• EXERCISE GOAL:
Search the data for the string "align" and copy each line where it turns up.

• Stored data entries:
• • • • • • •

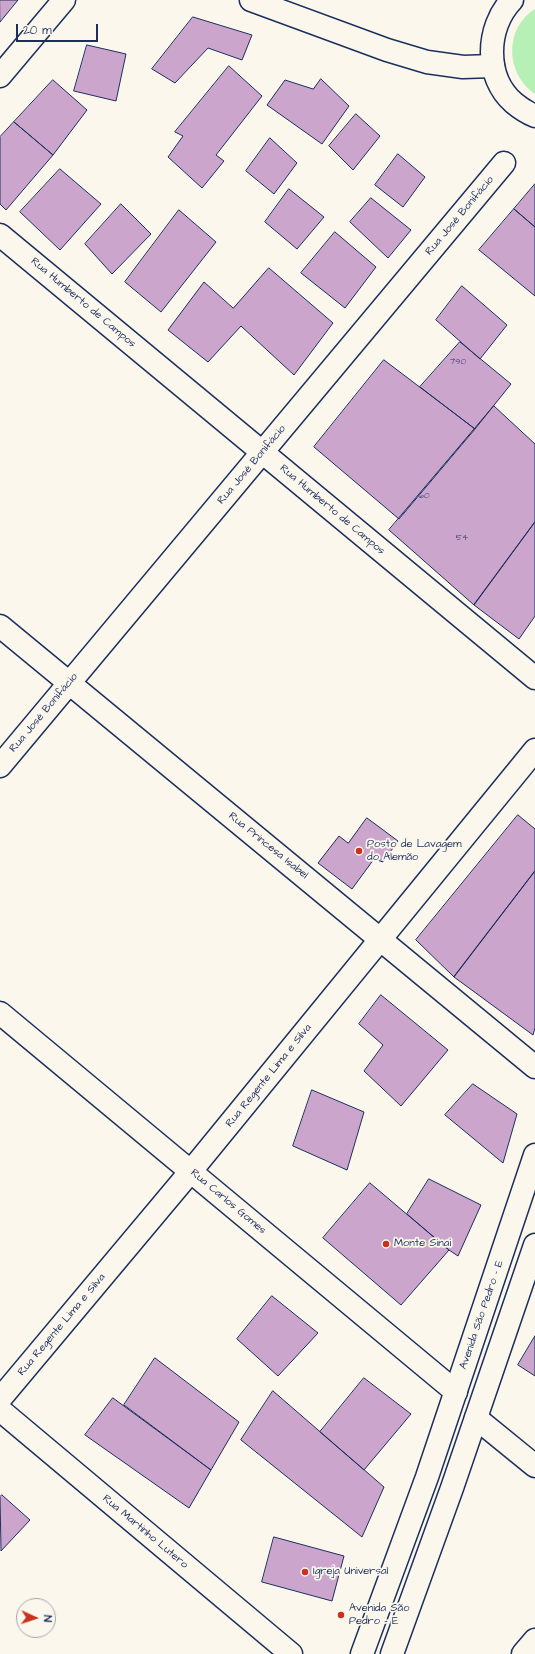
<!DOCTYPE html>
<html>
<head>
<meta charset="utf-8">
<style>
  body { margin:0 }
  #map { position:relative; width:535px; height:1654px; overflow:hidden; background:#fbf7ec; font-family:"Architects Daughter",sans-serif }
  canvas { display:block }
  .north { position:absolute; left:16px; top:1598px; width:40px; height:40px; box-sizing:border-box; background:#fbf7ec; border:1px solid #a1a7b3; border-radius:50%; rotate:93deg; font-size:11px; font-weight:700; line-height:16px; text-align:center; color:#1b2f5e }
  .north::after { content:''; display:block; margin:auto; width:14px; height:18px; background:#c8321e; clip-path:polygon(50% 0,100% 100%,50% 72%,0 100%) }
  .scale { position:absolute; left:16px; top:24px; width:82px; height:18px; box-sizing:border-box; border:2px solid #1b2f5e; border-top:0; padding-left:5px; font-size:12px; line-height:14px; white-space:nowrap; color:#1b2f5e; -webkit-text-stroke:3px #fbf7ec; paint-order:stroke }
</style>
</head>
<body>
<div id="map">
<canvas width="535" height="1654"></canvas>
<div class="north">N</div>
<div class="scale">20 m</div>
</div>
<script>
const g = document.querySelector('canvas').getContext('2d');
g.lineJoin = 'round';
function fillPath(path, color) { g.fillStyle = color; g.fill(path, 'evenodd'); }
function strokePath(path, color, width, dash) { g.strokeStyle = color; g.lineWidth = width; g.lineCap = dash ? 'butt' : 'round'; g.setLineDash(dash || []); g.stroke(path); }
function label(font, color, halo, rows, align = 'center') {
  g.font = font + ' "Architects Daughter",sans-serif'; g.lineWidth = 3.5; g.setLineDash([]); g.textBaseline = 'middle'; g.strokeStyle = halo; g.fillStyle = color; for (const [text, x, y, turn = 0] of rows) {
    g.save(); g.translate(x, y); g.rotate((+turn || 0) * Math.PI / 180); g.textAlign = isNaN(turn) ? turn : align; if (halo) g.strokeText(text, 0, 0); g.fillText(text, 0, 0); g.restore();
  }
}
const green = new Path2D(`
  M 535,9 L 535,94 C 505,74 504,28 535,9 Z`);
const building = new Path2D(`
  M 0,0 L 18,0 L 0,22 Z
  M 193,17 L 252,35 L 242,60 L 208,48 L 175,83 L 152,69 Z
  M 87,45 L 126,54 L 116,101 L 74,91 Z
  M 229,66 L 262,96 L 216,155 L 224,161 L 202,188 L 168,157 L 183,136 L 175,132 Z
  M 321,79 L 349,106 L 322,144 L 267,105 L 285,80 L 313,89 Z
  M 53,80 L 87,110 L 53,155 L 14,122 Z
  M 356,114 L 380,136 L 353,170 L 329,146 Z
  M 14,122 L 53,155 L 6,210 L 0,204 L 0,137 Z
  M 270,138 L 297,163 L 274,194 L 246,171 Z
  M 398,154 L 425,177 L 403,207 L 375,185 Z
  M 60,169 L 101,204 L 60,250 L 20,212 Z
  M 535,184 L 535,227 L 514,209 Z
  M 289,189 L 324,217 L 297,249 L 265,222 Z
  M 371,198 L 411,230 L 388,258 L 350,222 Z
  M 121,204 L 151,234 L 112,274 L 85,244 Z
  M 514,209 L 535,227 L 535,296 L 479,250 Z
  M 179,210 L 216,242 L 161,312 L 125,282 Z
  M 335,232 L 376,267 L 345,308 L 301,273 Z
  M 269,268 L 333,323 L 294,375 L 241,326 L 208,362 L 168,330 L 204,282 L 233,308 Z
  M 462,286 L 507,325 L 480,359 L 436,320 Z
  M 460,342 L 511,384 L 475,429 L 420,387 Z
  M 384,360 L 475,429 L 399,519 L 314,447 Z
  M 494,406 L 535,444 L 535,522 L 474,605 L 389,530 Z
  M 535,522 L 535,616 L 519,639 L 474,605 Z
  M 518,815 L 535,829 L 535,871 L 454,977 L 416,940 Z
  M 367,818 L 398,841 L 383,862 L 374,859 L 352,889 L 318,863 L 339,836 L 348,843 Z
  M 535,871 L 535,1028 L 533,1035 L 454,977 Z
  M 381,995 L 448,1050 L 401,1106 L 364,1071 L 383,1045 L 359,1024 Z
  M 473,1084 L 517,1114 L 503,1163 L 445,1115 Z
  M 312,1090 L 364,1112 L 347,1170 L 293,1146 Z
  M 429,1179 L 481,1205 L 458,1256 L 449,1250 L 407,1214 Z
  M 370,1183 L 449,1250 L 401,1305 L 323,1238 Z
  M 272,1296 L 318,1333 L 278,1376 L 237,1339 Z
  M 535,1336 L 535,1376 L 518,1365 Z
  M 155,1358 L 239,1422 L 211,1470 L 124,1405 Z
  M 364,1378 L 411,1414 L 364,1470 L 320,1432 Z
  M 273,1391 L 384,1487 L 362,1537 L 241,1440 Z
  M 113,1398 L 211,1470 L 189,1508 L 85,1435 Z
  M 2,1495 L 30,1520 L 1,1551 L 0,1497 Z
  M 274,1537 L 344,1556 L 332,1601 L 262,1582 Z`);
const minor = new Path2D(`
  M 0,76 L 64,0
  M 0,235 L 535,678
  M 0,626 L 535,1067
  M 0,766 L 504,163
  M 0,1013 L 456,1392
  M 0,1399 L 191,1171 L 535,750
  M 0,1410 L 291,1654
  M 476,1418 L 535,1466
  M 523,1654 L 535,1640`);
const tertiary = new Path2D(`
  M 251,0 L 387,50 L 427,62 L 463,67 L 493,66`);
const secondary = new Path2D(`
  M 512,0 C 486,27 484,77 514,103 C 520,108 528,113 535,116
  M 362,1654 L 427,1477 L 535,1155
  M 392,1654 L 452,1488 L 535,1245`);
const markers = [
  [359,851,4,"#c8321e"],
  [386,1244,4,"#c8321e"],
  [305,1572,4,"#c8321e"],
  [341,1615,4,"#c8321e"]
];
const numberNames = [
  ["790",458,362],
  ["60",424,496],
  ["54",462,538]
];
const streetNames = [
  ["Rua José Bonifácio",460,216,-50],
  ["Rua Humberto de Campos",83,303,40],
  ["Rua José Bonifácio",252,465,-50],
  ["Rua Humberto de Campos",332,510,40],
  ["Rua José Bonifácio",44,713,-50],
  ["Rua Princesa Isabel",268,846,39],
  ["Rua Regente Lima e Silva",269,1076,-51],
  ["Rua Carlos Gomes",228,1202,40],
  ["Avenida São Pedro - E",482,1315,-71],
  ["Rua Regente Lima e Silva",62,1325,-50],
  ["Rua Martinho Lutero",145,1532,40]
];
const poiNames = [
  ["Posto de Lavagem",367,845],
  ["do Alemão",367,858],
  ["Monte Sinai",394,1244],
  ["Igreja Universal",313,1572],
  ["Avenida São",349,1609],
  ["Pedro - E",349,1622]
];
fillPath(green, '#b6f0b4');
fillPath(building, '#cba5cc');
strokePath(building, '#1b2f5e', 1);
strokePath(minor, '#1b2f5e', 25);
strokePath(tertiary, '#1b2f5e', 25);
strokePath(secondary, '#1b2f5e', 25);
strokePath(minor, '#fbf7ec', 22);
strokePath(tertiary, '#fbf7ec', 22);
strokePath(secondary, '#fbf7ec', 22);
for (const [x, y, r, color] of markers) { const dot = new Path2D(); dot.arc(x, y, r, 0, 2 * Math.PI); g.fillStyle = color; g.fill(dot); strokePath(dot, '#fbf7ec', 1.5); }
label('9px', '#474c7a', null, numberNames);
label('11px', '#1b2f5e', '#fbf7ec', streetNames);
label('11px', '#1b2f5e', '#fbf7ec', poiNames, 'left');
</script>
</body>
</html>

• • • • • • •

• COMPLETED TASK:
  .north { position:absolute; left:16px; top:1598px; width:40px; height:40px; box-sizing:border-box; background:#fbf7ec; border:1px solid #a1a7b3; border-radius:50%; rotate:93deg; font-size:11px; font-weight:700; line-height:16px; text-align:center; color:#1b2f5e }
function label(font, color, halo, rows, align = 'center') {
    g.save(); g.translate(x, y); g.rotate((+turn || 0) * Math.PI / 180); g.textAlign = isNaN(turn) ? turn : align; if (halo) g.strokeText(text, 0, 0); g.fillText(text, 0, 0); g.restore();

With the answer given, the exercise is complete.